=== EXTRACTED DATA ===
=== Section Start ===

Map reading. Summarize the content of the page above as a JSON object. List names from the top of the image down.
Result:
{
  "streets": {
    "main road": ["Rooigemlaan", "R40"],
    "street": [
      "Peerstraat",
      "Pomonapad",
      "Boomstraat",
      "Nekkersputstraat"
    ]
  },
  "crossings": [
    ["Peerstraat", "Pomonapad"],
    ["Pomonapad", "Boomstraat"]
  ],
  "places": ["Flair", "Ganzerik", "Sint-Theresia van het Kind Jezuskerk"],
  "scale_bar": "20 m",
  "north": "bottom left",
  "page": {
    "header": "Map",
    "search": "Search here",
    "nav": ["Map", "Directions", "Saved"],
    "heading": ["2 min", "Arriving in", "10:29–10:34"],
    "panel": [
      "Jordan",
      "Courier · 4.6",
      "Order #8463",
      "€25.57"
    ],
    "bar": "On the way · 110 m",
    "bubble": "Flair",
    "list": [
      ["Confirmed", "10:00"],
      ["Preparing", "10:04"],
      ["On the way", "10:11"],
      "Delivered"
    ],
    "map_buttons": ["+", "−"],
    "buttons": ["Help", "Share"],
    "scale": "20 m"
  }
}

=== Section End ===
=== Section Start ===

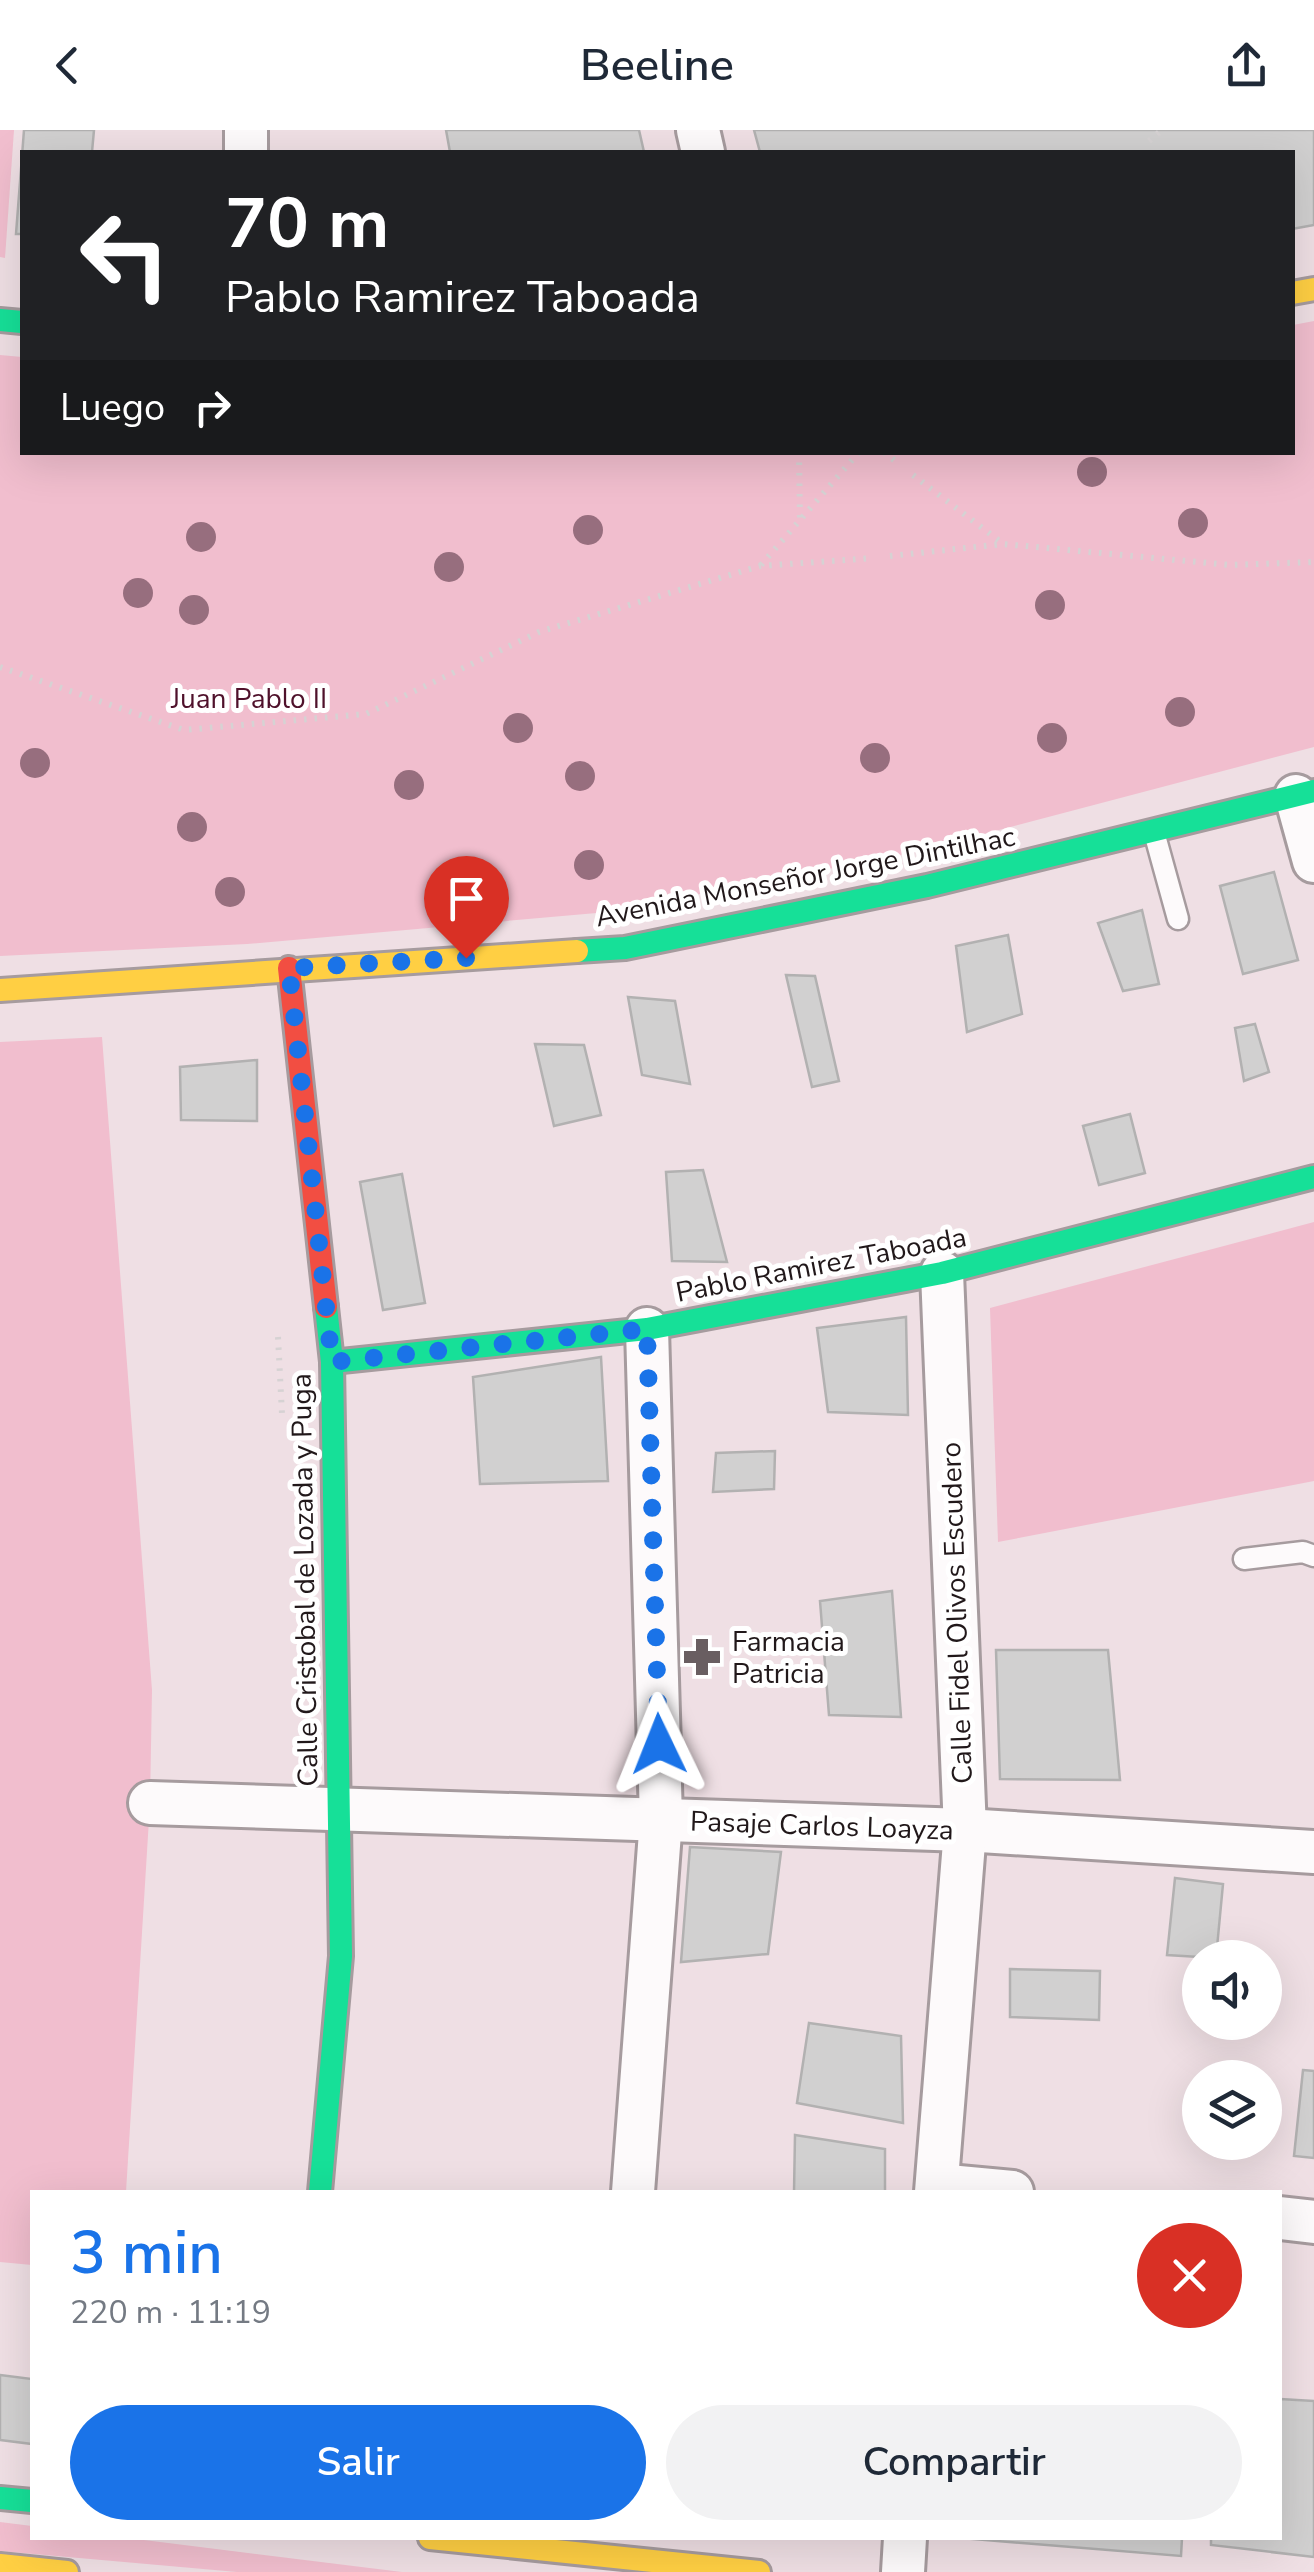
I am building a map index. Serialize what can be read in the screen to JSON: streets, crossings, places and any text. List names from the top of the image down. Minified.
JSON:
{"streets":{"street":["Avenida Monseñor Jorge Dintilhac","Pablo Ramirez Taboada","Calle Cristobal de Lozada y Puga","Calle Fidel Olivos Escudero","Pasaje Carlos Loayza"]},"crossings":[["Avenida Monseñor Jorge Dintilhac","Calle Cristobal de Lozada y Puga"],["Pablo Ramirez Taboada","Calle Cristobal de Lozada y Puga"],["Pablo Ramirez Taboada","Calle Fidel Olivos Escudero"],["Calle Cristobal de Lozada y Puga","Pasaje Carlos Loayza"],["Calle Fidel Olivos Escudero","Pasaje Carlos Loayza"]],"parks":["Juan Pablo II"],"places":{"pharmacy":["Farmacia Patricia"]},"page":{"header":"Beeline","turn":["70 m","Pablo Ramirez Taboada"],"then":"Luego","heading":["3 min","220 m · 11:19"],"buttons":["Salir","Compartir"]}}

=== Section End ===

=== WHAT THIS TASK INVOLVES ===
Identify the lines in the entries that hold "down" and return each one.

=== OUTPUT FOR THIS EXERCISE ===
Map reading. Summarize the content of the page above as a JSON object. List names from the top of the image down.
I am building a map index. Serialize what can be read in the screen to JSON: streets, crossings, places and any text. List names from the top of the image down. Minified.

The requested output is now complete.